(Problem description):
All lines from the one containing "Annotation task. Read" through the final line of the entries are to be written out verbatim; no other line is to be included.

(Records shown):
○ ○ ○ ○ ○
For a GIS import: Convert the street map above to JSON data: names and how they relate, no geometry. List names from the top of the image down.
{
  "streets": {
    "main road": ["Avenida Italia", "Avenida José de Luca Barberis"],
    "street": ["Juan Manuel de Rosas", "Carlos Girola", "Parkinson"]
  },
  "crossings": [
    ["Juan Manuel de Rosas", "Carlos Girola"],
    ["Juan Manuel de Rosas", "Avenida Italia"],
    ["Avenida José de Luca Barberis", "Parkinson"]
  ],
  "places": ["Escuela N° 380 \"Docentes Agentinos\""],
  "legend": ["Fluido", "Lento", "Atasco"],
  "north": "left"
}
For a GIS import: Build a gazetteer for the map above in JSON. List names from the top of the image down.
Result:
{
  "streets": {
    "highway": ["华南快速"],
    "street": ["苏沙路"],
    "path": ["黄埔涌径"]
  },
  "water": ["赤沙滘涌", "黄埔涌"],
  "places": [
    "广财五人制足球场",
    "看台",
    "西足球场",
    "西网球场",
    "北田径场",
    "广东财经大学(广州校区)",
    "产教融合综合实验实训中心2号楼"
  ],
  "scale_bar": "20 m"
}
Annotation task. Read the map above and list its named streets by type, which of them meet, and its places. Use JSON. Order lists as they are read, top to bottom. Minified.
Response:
○ ○ ○ ○ ○
(The answer):
Annotation task. Read the map above and list its named streets by type, which of them meet, and its places. Use JSON. Order lists as they are read, top to bottom. Minified.
Response:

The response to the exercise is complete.